Éthiopie

Depuis 2021, International Alert œuvre à la consolidation de la paix et à la prévention du conflit en Éthiopie en s’attaquant aux vecteurs de violence qui déstabilisent les communautés.

Notre action renforce la collaboration transfrontalière en matière de sécurité et de gestion des ressources, notamment hydriques et foncières. Elle favorise la résilience des moyens de subsistance au changement climatique, construit des institutions responsables et équitables, crée des conditions propices à la croissance économique et à l’investissement sans exclusion.

Nous prônons des approches qui tiennent compte du conflit et de la problématique hommes-femmes dans le contexte local, en plaçant les groupes concernés au centre de toutes les solutions. Nous aidons les pouvoirs publics, le secteur privé, la société civile et les communautés à :

  • améliorer les politiques et les pratiques de gestion et de gouvernance des ressources naturelles, comme la terre, l’eau et les pâturages,
  • encourager la conduite responsable des affaires, et
  • à concevoir et mettre en œuvre des initiatives qui agissent sur les liens entre climat, conflit et inégalité de genre.

Nos projets en cours sont situés au sud de l’Éthiopie, dans la région transfrontalière de Turkana-Sud Omo. L’une des plus fragiles de la corne d’Afrique, cette région est habitée par des communautés pastoralistes. Notre action consiste à résoudre et à prévenir les conflits causés par le changement climatique tout en veillant à ce que les femmes – l’un des groupes les plus marginalisés et les moins bien servis – aient un rôle sérieux à jouer dans la mise en place de solutions.

Le contexte du conflit en Éthiopie

Le paysage conflictuel en Éthiopie, nation diverse de plus de 120 millions d’habitants, est un paysage complexe. La guerre civile à grande échelle dans le nord du pays (2020-2022) a officiellement cessé, mais ses causes sous-jacentes sont à ce jour irrésolues et continuent d’alimenter l’instabilité.

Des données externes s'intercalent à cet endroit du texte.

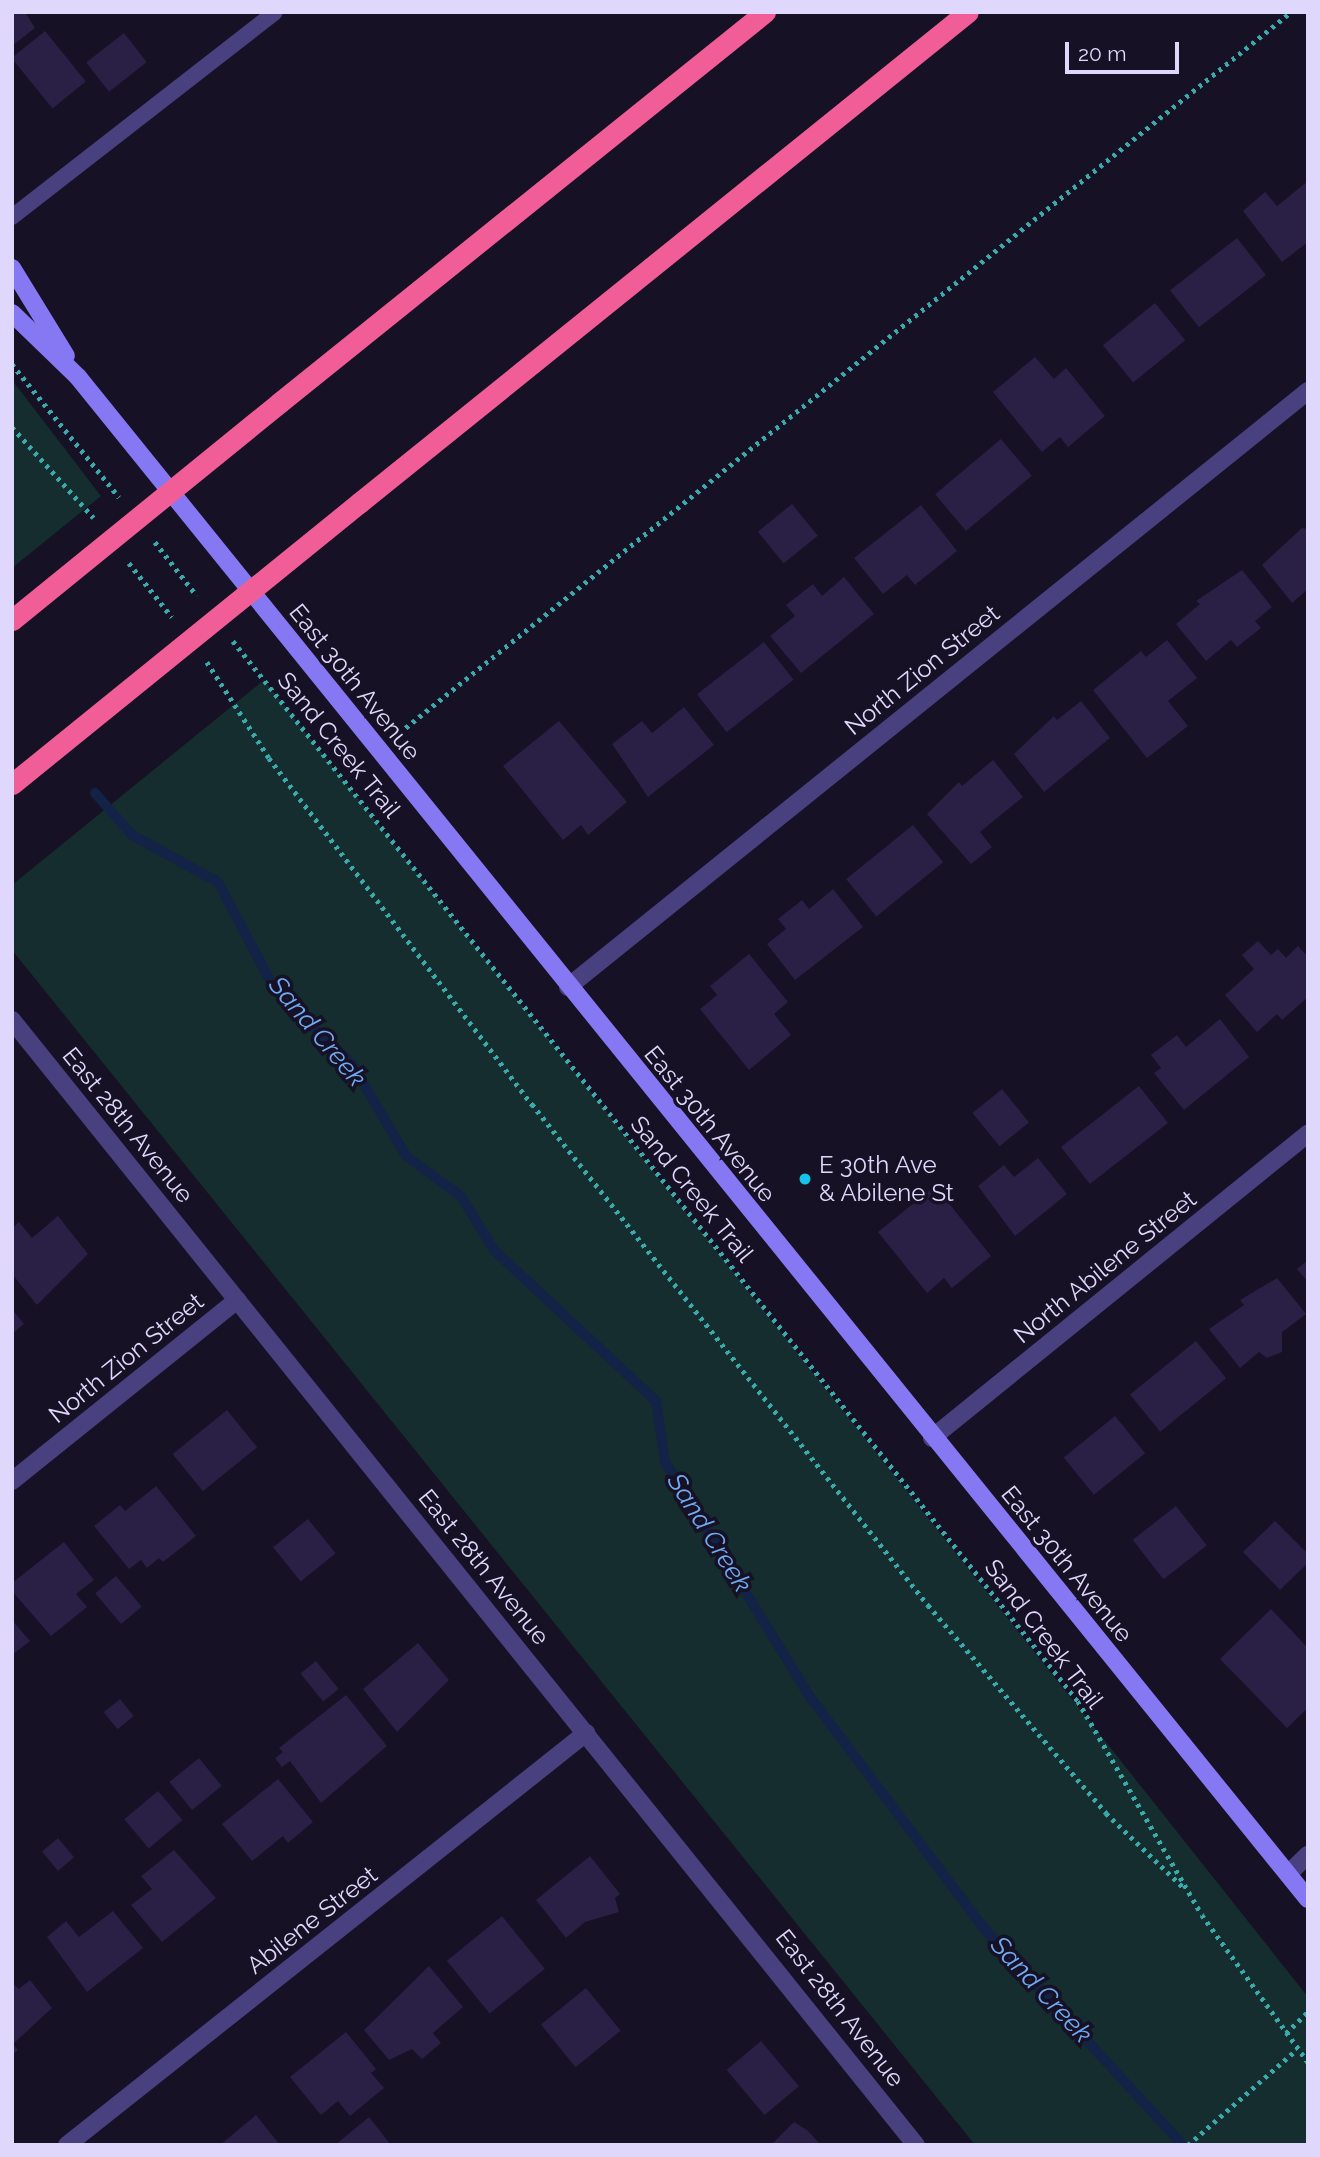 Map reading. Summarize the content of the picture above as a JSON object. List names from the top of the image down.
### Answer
{
  "streets": {
    "street": [
      "North Zion Street",
      "East 30th Avenue",
      "East 28th Avenue",
      "North Abilene Street",
      "Abilene Street"
    ],
    "path": ["Sand Creek Trail"]
  },
  "crossings": [
    ["North Zion Street", "East 30th Avenue"],
    ["North Zion Street", "East 28th Avenue"],
    ["East 30th Avenue", "North Abilene Street"],
    ["East 28th Avenue", "Abilene Street"]
  ],
  "water": ["Sand Creek"],
  "places": ["E 30th Ave & Abilene St"],
  "scale_bar": "20 m"
}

Les modalités de partage du pouvoir et de l’autorité entre le gouvernement central et les régions découpées selon des lignes ethniques sont une source fondamentale de tensions. La lutte pour le contrôle des territoires, d’une profonde importance politique et culturelle, est indissociable de l’identité, des revendications historiques, et de la survie des groupes dans le système fédéral éthiopien. Elle alimente directement les conflits pour les terres fertiles, les frontières, et les ressources naturelles essentielles, notamment l’eau.

Au sud, les communautés de la région transfrontalière de Turkana-Sud Omo – qui comprend les Dassenech et les Nyangatom en Éthiopie, et les Turkana au Kenya – ont toujours géré l’accès à l’eau, aux pâturages et aux zones de pêche par les déplacements saisonniers et la négociation. Cela devient cependant de plus en plus difficile à cause du changement climatique. Les sécheresses prolongées, l’irrégularité des pluies, la variation des niveaux de l’eau de l’Omo et du lac Turkana ont réduit l’accès aux ressources naturelles dont dépendent les populations. La concurrence s’intensifie et les mouvements transfrontaliers deviennent incontrôlables, d’où le risque de conflit violent. Plus qu’un problème humanitaire, la pénurie de ressources dans les régions transfrontalières est aussi un enjeu de sécurité climatique porteur de conséquences régionales et mondiales.

L’instabilité économique vient aggraver ces défis. Les communautés à faible revenu touchées par le conflit ont été lourdement affectées par l’inflation, le chômage des jeunes et la forte baisse de valeur de la monnaie nationale, le birr éthiopien, mi-2024. À l’échelle locale, le contexte est marqué par les raids de bétail, les cycles de vengeance, la radicalisation des jeunes, et la disponibilité croissante d’armes.

Les conséquences à plus grande échelle sont lourdes. L’instabilité, en plus de perturber la sécurité et les économies locales, fait ressentir ses effets au-delà des frontières, dans les régions voisines de l’Éthiopie, de l’Ouganda et du Sud-Soudan. Les différences dans la façon dont le Kenya et l’Éthiopie gouvernent leurs régions frontalières et abordent la consolidation de la paix, conjuguées avec une présence inégale de l’État dans ces régions éloignées, rendent difficile d’élaborer des réponses communes qui soient réellement déterminées par les besoins des communautés locales.

De manière plus générale, cette région illustre l’effet aggravant du changement climatique sur les vulnérabilités existantes : il approfondit la pauvreté, force le déplacement des populations, et menace des écosystèmes d’importance internationale, comme le lac Turkana.

Bailleurs

Notre travail de consolidation de la paix et de prévention des conflits en Éthiopie est rendu possible grâce au généreux soutien de nos donateurs.